Voilà pour le pitch. Combien de fois j’ai failli laisser tomber le roman, tant il me glissait des mains ? Je ne les ai pas comptées. Mais je sais être persévérante et prête à m’enticher des protagonistes pour les mener vers des liaisons dangereuses se rapprochant de celles de De Laclos. Et si Rebecca avait parié sur la réconciliation d’Oscar et de Zoé ? Et si, encore plus facile et faisable, Rebecca avait fait en sorte que Zoé se réconcilie avec les hommes en général, puisque s’étant rapprochée d’elle avec ce panier de victuailles elle aurait pu grâce au panel d’acteurs de son carnet d’adresses, présenter plein de comédiens charismatiques, beaux, les deux ?

Mise en abyme salvatrice

Je n’ai pas eu le temps d’approfondir ces conjectures. Une mise en abyme du roman allait m’empêcher de décrocher de « Cher Connard ». Ma vie.

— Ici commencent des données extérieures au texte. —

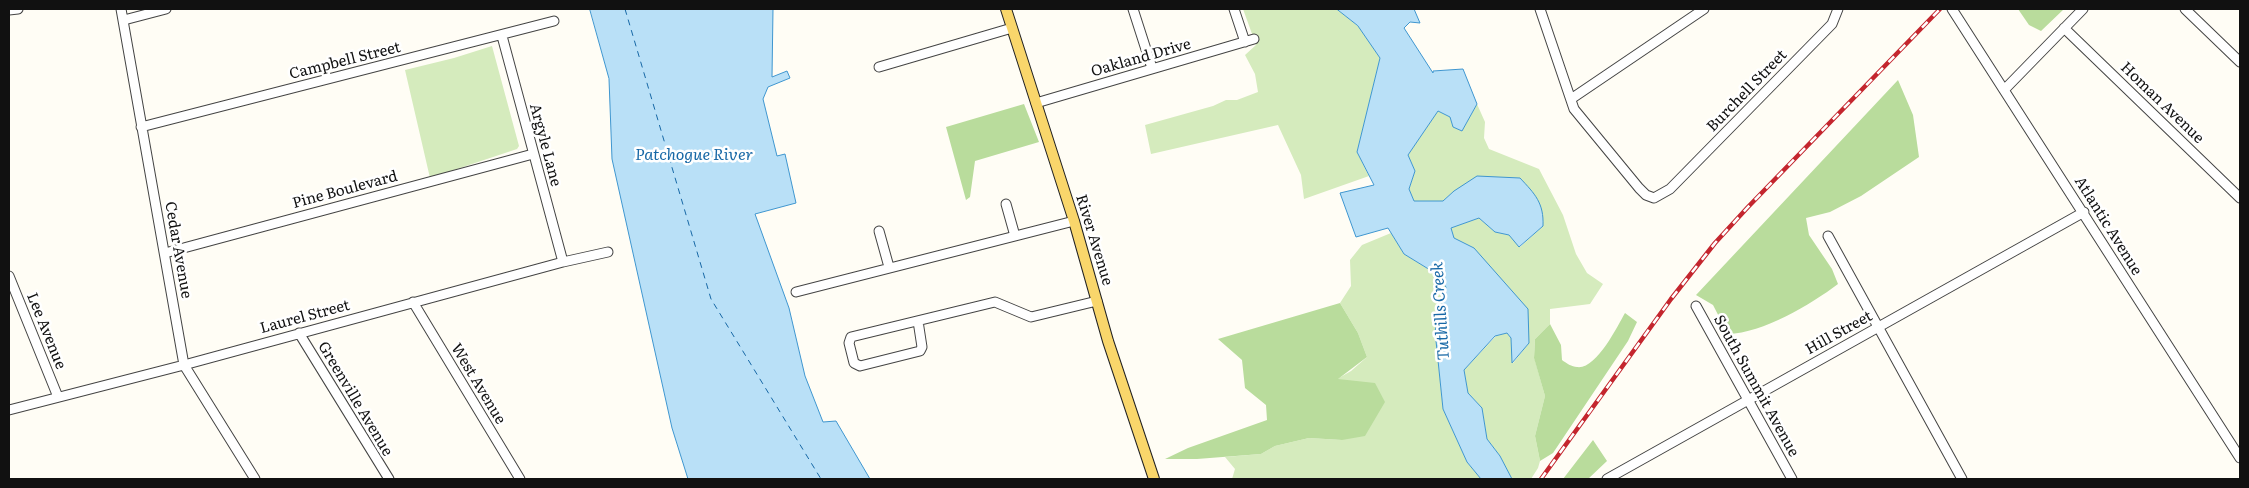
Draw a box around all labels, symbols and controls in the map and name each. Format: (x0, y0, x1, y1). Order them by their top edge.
street label: Oakland Drive (1089, 35, 1193, 81)
street label: Campbell Street (287, 38, 403, 84)
street label: Burchell Street (1703, 46, 1791, 136)
street label: Homan Avenue (2116, 59, 2208, 147)
street label: Argyle Lane (525, 102, 565, 188)
water label: Patchogue River (635, 145, 753, 165)
street label: Pine Boulevard (291, 167, 399, 213)
street label: Atlantic Avenue (2070, 173, 2146, 279)
street label: River Avenue (1072, 192, 1116, 288)
street label: Cedar Avenue (161, 200, 195, 300)
water label: Tuthills Creek (1428, 261, 1454, 361)
street label: Lee Avenue (23, 290, 69, 372)
street label: Laurel Street (258, 296, 352, 338)
street label: Hill Street (1802, 307, 1876, 359)
street label: South Summit Avenue (1710, 312, 1802, 460)
street label: Greenville Avenue (314, 339, 396, 459)
street label: West Avenue (447, 340, 509, 428)

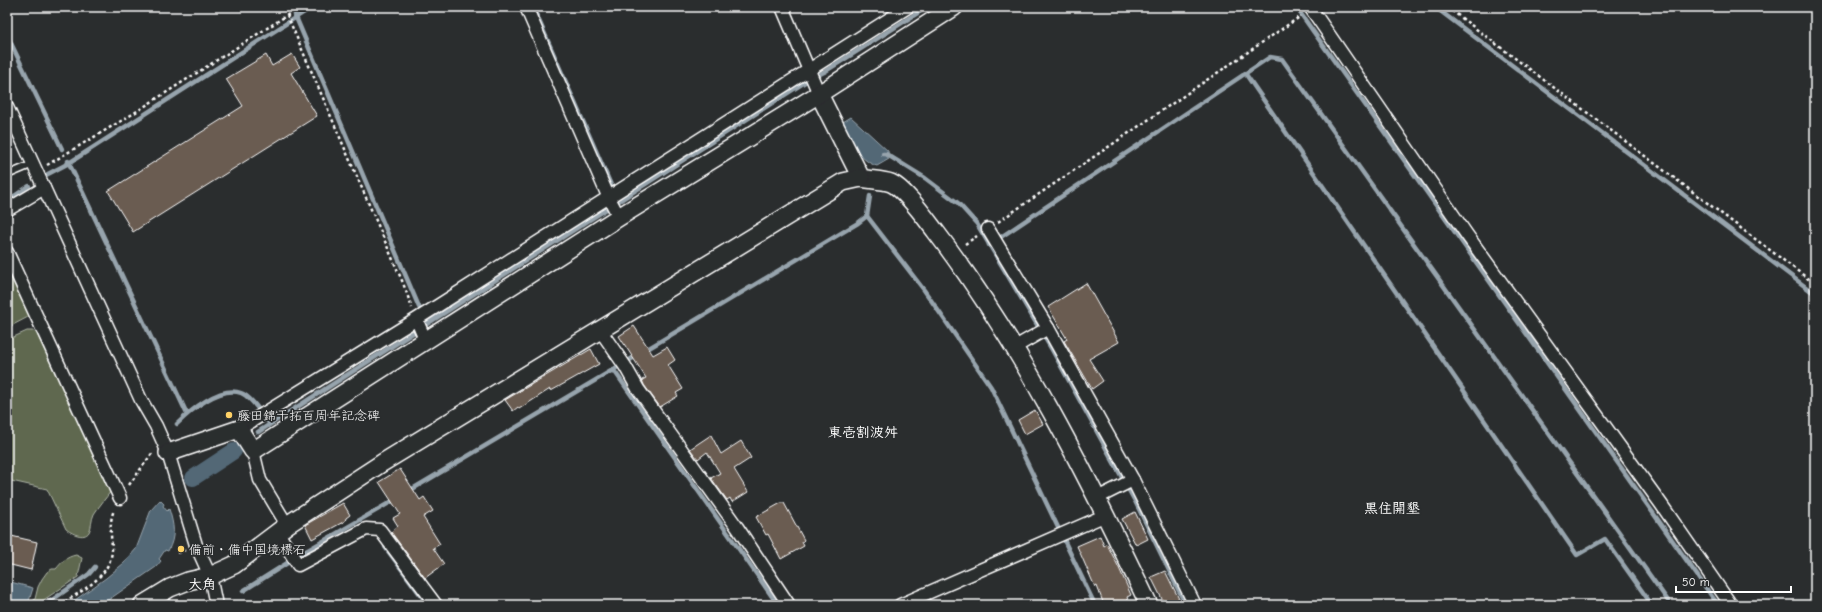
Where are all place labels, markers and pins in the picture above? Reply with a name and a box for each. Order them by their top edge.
place label: 藤田錦干拓百周年記念碑 [237,408,380,423]
marker: 藤田錦干拓百周年記念碑 [224,410,234,420]
place label: 備前・備中国境標石 [189,542,306,557]
marker: 備前・備中国境標石 [176,544,186,554]

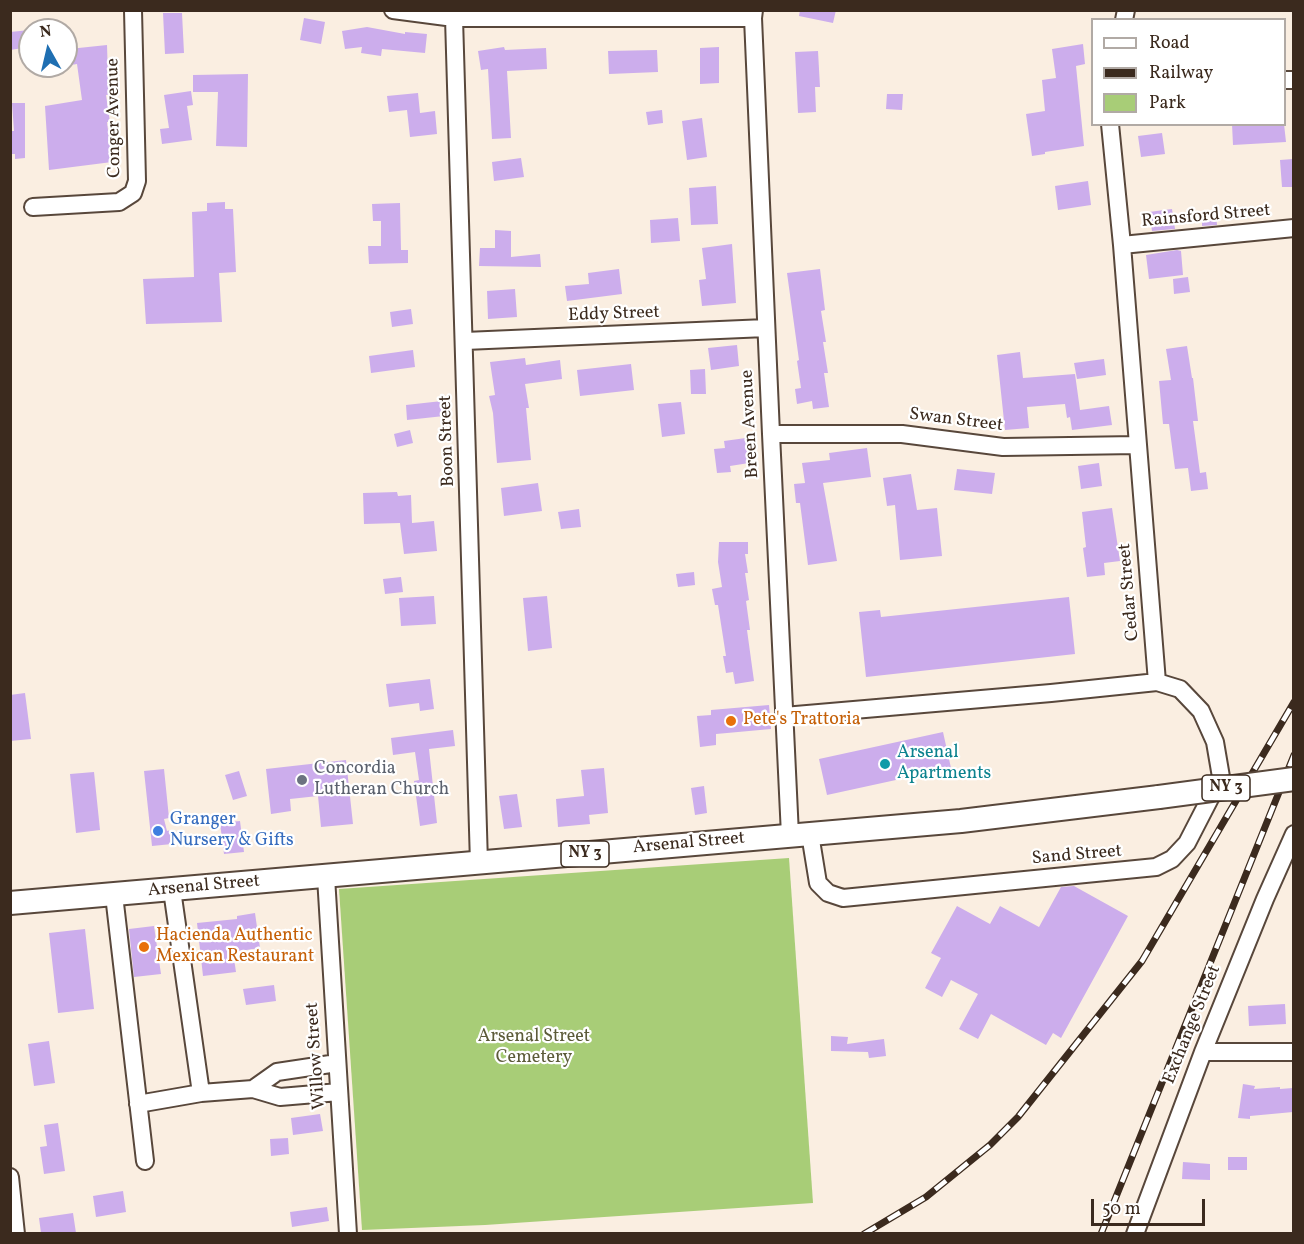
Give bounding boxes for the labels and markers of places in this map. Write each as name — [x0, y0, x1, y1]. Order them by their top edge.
place label: Pete's Trattoria — [743, 710, 861, 732]
marker: Pete's Trattoria — [724, 714, 738, 728]
place label: Arsenal Apartments — [897, 743, 991, 786]
marker: Arsenal Apartments — [878, 757, 892, 771]
place label: Concordia Lutheran Church — [314, 759, 449, 802]
marker: Concordia Lutheran Church — [295, 773, 309, 787]
place label: Granger Nursery & Gifts — [170, 810, 294, 852]
marker: Granger Nursery & Gifts — [151, 824, 165, 838]
place label: Hacienda Authentic Mexican Restaurant — [156, 926, 314, 968]
marker: Hacienda Authentic Mexican Restaurant — [137, 940, 151, 954]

Victime d’un connard, un autre prototype de connard dénoncé par Zoé, quand il s’est agi de dénoncer les actes d’Oscar. Un connard invisible sur les réseaux qui m’était cher sous le joug de l’amour incandescent, avant de devenir connard chéri de la race des machistes à tendances prédatrices. L’homme qui drague, l’homme qui conquiert, l’homme qui décide de l’heure à laquelle communiquer, se voir, faire l’amour et l’heure à laquelle tout ça doit s’arrêter, parce que l’homme a d’autres chats à fouetter ou à aller coucher ailleurs, l’homme qui une fois mon béguin déclaré explose de colère et s’en va sans fuir tout à fait parce que c’est un homme, un machiste assumé, un homme que Boris Vian flatte dans son ego :

« Un homme digne de ce nom ne fuit jamais. Fuir c’est bon pour les robinets. »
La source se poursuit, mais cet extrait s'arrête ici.